- _About this exercise_
A single number is required: how many lines in the records below contain "EXPEDICIÓN".

- _Exercise data_
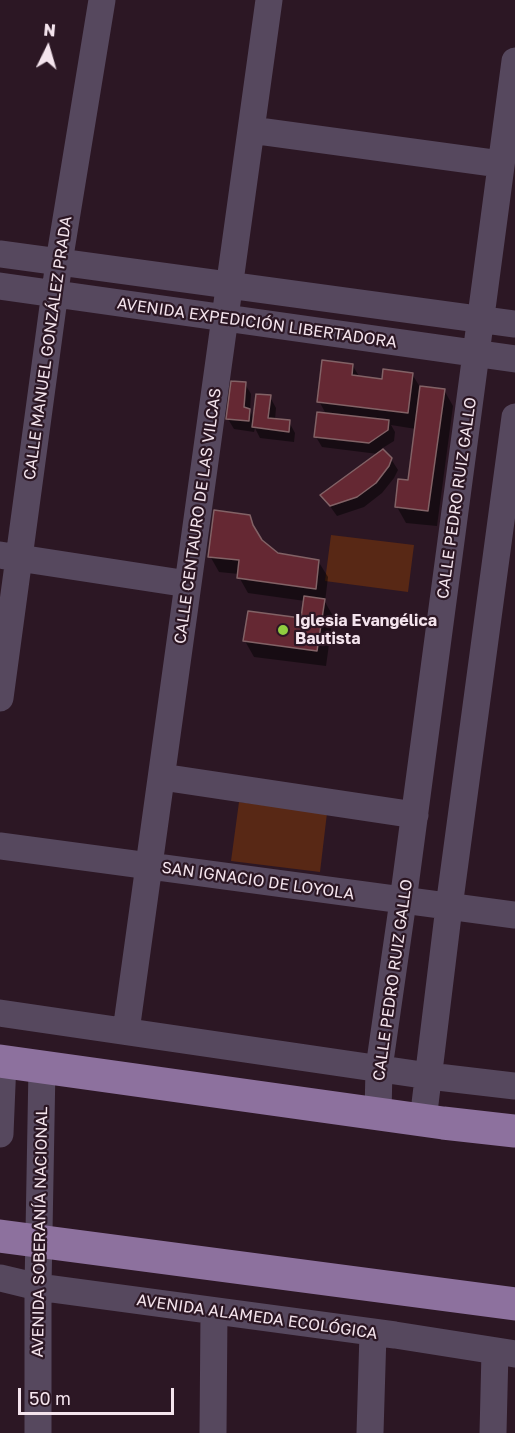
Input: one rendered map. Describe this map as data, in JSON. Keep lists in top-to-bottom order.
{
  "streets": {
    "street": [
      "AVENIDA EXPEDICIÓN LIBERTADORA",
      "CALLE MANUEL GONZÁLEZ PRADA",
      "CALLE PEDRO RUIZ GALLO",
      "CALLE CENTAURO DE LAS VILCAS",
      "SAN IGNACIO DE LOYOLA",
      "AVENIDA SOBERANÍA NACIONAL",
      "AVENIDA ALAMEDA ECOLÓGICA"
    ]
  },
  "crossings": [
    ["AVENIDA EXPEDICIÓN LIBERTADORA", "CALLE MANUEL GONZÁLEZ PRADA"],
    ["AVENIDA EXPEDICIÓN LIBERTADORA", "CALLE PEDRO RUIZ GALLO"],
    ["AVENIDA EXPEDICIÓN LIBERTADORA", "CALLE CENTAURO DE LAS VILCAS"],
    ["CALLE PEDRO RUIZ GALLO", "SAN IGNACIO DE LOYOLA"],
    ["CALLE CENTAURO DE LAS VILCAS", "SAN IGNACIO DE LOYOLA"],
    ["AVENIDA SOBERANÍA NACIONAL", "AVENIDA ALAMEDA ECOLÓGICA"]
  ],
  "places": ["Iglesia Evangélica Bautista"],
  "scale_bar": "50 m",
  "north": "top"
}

==

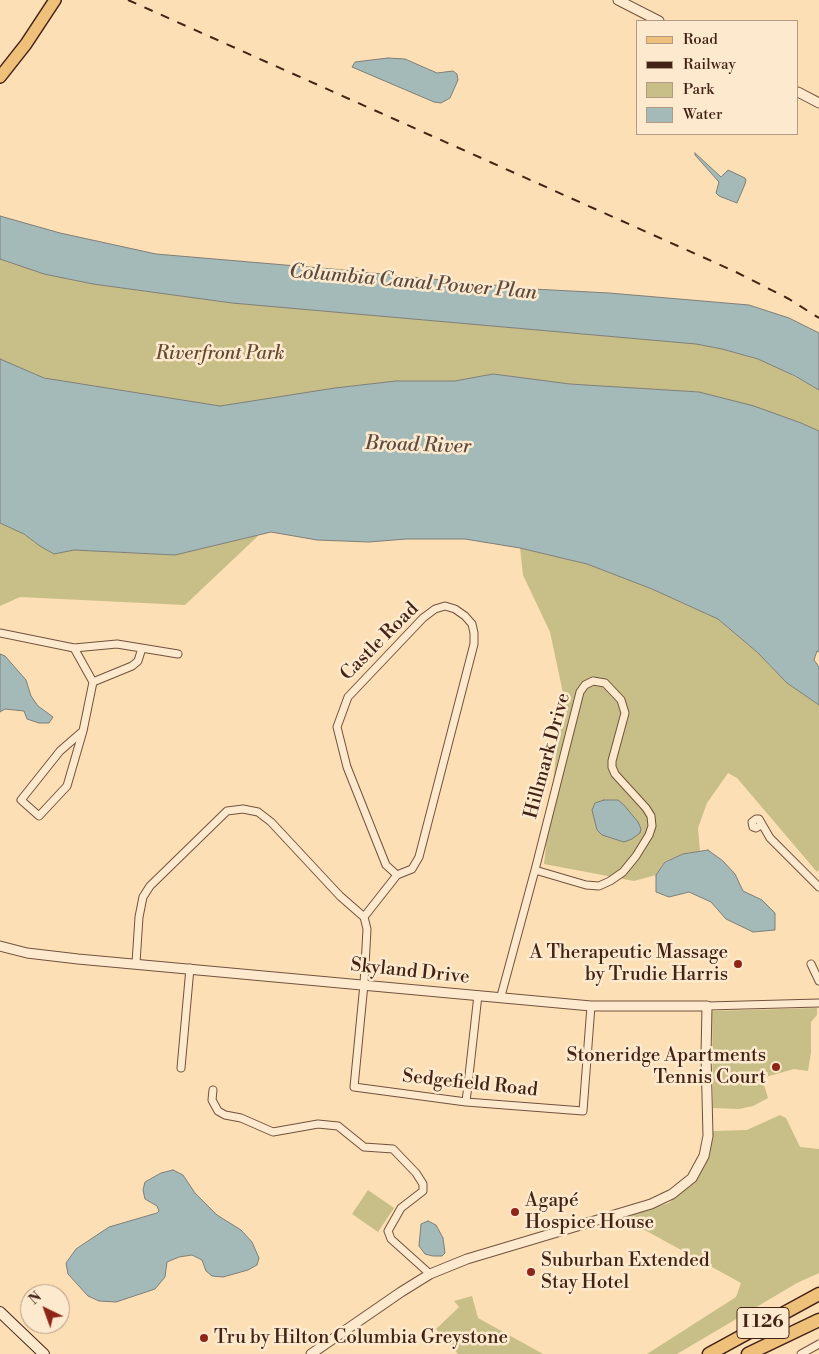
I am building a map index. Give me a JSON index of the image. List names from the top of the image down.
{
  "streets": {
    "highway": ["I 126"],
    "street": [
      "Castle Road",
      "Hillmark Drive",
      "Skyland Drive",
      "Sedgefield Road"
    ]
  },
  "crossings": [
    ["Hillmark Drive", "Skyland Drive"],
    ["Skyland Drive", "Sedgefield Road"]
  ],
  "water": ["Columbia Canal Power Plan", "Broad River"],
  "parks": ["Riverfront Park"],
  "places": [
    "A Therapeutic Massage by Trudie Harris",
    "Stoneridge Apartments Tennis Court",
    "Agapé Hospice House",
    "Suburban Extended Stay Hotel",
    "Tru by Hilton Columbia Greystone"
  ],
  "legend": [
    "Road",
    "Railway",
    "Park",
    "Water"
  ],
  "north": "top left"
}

- _Solved exercise_
4